RONALD ISLEY, Petitioner v. COMMISSIONER OF INTERNAL REVENUE, Respondent

Docket No. 5616-11L. Filed November 6, 2013.

P was a founding member of the popular Isley Brothers singing group, which for many years generated substantial income from personal appearances and record sales. P failed to pay Federal income tax on much of that income. The Commissioner sought to collect unpaid tax for all but five years within the 1971-95 period by filing proofs of claim in two bankruptcy proceedings (bankruptcies I & II), which resulted in his collection of substantial amounts from P. The United States also obtained P's criminal conviction for tax evasion and willful failure to file with respect to 1997-2002 (conviction years), which resulted in his being sentenced, on Sept. 1, 2009, to 37 months in prison followed by a three-year probationary period during which P was required to discharge his liabilities for the conviction years and his tax filing and payment obligations for the probation years.
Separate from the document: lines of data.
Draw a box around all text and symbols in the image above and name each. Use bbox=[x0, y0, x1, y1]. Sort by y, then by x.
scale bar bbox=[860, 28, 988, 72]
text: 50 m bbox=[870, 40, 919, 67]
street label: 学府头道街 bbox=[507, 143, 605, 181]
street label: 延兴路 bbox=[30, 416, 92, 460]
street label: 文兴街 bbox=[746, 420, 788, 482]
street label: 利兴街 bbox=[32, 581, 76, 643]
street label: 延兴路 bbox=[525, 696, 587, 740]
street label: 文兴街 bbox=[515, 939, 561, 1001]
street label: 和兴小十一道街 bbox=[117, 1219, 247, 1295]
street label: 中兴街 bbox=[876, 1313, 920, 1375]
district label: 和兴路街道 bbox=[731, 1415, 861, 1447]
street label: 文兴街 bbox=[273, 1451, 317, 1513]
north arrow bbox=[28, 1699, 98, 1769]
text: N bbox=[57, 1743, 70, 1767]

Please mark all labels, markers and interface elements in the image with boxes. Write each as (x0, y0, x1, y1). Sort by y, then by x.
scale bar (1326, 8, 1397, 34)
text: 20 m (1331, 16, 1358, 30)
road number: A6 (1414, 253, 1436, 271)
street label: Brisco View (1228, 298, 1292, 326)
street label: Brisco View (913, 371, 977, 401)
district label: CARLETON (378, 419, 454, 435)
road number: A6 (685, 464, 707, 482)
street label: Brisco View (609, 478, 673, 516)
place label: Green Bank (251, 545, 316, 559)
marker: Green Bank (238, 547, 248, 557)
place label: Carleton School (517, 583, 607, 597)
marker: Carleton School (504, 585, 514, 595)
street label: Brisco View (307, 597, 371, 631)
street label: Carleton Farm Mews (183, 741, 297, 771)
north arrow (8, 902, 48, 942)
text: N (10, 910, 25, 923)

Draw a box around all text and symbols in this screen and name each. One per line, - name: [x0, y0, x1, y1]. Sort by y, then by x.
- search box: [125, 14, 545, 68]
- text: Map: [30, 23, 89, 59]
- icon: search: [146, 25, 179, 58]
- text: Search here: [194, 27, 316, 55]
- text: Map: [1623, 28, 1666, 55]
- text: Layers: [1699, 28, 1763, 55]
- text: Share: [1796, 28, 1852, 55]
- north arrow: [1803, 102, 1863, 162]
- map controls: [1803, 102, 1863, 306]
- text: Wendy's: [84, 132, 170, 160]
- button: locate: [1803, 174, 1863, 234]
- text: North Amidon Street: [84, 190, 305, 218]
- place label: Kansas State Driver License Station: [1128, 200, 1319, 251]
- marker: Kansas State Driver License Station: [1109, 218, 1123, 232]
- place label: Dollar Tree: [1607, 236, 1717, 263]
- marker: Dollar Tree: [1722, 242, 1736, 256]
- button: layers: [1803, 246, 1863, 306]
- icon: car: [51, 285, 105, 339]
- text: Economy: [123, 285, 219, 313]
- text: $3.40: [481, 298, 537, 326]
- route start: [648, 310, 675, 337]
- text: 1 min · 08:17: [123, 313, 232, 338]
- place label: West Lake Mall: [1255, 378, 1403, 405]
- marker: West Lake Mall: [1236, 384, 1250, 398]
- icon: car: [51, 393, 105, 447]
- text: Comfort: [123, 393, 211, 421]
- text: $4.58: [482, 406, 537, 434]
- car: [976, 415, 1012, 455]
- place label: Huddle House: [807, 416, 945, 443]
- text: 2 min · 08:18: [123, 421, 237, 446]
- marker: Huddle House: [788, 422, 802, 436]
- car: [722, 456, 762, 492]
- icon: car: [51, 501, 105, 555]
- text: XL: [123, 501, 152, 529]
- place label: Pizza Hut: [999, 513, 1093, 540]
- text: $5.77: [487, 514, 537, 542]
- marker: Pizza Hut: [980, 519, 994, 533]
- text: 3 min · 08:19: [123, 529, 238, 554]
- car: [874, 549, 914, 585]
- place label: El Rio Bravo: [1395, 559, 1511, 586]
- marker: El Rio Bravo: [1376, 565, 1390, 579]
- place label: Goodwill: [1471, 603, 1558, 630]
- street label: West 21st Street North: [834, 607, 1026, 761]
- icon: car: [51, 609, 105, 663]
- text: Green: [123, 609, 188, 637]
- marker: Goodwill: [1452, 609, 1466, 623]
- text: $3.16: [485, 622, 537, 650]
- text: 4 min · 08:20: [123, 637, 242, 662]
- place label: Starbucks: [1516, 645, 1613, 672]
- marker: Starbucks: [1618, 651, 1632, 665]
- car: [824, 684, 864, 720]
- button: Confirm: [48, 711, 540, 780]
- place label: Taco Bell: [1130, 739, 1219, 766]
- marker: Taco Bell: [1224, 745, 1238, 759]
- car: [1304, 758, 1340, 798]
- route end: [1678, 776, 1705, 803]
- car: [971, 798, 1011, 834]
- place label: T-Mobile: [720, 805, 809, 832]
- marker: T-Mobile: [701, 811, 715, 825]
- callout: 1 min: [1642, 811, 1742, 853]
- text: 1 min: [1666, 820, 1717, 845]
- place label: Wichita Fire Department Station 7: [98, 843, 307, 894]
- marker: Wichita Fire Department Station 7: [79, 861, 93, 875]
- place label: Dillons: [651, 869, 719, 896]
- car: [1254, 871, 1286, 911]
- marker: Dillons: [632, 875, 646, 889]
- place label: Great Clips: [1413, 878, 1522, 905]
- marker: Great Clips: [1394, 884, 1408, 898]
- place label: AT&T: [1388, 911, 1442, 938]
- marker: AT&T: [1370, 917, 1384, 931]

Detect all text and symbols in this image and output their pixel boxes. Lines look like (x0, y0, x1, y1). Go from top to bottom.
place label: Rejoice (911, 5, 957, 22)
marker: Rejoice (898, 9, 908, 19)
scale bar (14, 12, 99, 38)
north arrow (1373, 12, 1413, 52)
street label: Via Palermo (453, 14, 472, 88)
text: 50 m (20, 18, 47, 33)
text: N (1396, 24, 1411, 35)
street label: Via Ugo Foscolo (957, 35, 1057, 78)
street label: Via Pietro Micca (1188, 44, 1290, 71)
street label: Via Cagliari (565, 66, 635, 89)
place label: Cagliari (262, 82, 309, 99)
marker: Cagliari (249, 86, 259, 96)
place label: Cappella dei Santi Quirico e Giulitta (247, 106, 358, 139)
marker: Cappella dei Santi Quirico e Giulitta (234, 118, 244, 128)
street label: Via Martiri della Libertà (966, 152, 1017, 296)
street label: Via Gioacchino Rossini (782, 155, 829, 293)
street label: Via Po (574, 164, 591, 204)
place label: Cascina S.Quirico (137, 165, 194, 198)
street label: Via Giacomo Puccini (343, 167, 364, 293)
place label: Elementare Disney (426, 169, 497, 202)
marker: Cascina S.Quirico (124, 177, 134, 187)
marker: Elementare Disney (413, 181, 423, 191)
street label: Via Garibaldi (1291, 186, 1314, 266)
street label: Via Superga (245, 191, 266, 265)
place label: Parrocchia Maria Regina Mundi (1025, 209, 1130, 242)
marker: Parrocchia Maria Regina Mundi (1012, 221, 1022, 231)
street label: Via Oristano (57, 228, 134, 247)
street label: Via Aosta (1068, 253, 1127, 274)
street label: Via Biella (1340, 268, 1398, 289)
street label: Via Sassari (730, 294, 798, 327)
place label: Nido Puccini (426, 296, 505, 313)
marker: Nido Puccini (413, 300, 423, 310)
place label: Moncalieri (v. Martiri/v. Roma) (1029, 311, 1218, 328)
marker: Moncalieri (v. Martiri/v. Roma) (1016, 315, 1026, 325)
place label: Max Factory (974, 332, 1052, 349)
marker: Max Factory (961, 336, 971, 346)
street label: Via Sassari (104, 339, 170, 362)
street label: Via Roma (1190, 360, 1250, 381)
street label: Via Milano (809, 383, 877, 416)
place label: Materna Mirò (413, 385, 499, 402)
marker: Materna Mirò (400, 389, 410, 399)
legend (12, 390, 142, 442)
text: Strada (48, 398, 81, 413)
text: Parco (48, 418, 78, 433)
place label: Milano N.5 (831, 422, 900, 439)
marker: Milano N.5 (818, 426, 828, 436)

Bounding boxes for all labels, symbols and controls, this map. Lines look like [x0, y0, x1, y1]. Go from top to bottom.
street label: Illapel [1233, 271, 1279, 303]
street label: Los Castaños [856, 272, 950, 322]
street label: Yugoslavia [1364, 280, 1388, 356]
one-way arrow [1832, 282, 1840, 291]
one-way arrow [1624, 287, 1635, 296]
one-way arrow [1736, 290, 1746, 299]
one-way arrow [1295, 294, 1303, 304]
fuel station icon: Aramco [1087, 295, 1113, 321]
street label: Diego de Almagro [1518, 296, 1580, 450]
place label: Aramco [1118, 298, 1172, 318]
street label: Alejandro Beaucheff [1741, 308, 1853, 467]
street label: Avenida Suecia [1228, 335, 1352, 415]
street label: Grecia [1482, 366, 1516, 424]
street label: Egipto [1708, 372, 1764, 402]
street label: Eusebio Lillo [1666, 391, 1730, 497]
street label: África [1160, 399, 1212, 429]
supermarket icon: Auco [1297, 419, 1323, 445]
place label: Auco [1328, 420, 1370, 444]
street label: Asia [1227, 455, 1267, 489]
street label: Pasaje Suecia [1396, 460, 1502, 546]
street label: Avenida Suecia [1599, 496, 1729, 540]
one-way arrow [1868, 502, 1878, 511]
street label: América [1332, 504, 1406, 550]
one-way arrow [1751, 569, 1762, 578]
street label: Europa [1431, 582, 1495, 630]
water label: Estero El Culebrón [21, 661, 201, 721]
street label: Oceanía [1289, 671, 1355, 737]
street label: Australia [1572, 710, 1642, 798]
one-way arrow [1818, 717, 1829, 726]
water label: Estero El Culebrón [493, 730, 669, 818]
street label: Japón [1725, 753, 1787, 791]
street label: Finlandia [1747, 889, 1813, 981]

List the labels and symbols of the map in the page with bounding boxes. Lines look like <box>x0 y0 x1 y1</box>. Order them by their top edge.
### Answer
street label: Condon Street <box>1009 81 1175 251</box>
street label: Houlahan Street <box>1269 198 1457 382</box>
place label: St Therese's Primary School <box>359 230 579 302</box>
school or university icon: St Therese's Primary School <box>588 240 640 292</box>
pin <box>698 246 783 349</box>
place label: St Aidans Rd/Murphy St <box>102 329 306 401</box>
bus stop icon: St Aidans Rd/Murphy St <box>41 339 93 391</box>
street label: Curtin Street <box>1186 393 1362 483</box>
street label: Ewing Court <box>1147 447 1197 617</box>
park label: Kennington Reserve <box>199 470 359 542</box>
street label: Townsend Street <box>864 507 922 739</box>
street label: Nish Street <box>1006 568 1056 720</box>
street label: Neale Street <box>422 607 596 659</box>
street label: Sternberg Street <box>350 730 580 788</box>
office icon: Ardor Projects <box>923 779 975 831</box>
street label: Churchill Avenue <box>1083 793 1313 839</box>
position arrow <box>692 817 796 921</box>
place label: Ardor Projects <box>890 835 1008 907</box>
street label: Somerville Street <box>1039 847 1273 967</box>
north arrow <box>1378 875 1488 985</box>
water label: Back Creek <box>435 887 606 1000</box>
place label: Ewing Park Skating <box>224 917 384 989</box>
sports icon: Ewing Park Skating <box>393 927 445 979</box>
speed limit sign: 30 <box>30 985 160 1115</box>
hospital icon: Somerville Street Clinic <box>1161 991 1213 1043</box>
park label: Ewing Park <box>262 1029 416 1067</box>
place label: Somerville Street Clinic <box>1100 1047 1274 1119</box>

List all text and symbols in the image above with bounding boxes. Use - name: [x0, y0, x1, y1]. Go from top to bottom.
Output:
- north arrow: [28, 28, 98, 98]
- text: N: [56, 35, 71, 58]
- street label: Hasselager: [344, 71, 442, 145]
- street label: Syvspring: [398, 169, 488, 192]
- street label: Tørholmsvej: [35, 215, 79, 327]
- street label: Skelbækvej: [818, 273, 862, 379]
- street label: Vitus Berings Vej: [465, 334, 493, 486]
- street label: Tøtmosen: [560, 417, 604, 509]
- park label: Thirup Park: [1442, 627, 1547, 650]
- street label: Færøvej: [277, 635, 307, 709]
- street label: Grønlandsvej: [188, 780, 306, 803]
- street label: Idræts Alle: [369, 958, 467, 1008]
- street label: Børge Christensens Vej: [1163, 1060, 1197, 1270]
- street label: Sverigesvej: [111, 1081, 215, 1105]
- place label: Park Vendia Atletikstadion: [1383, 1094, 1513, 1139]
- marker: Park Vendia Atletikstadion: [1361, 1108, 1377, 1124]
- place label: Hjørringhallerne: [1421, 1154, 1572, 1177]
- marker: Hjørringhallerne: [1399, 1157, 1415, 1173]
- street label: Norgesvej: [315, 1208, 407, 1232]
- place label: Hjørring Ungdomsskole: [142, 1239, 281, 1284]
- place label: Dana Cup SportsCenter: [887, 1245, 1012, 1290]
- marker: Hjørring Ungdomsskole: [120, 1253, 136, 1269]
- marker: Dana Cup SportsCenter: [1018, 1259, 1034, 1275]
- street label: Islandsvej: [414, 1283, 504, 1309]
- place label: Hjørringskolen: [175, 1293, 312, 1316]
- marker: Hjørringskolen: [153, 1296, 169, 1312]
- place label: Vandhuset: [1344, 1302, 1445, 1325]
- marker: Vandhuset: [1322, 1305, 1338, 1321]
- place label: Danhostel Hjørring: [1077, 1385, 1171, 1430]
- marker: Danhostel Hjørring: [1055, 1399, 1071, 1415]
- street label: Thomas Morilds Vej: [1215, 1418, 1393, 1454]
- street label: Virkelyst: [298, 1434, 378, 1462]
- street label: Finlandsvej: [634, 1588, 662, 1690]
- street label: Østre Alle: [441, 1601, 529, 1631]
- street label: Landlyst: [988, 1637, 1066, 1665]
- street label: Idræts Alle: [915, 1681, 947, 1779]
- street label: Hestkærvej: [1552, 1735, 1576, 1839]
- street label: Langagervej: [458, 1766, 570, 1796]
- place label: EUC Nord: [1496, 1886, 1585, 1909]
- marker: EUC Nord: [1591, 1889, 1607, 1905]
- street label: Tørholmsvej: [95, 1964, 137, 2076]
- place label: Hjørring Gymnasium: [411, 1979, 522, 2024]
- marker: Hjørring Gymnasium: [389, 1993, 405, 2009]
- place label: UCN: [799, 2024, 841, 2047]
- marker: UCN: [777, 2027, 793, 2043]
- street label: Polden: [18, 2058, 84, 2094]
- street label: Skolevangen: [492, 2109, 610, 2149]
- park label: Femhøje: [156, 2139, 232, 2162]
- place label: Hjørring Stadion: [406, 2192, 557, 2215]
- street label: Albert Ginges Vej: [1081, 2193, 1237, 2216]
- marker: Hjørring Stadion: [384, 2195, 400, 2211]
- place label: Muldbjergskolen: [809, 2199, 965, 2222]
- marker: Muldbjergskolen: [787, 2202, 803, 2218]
After bankruptcy II, P instituted an unsuccessful suit for the refund of amounts that the Commissioner collected in that bankruptcy proceeding that P alleged should have been offset by payments emanating from bankruptcy I. -2-

R issued to P two notices of Federal tax lien (NFTLs) and two notices of levy that together covered P's assessed liabilities for the conviction years plus 2003, 2004, and 2006. P requested a collection due process (CDP) hearing, which resulted in his offer and the Appeals officer's preliminary acceptance of an offer-in-compromise (OIC). The Appeals officer referred the OIC to C, an attorney in R's Office of Chief Counsel, for review. C recommended the OIC be rejected because the conviction years (which were covered by the OIC), had been referred to the Department of Justice (DOJ) for prosecution so that R was prohibited by I.R.C. sec. 7122(a) from unilaterally compromising P's liabilities for those years, and also because the Appeals officer had overlooked (1) potential sources for the collection of more than P had offered and (2) P's noncompliance with the terms of the OIC. Following C's advice, Appeals rejected the OIC and sustained the NFTL filings and the levy notices.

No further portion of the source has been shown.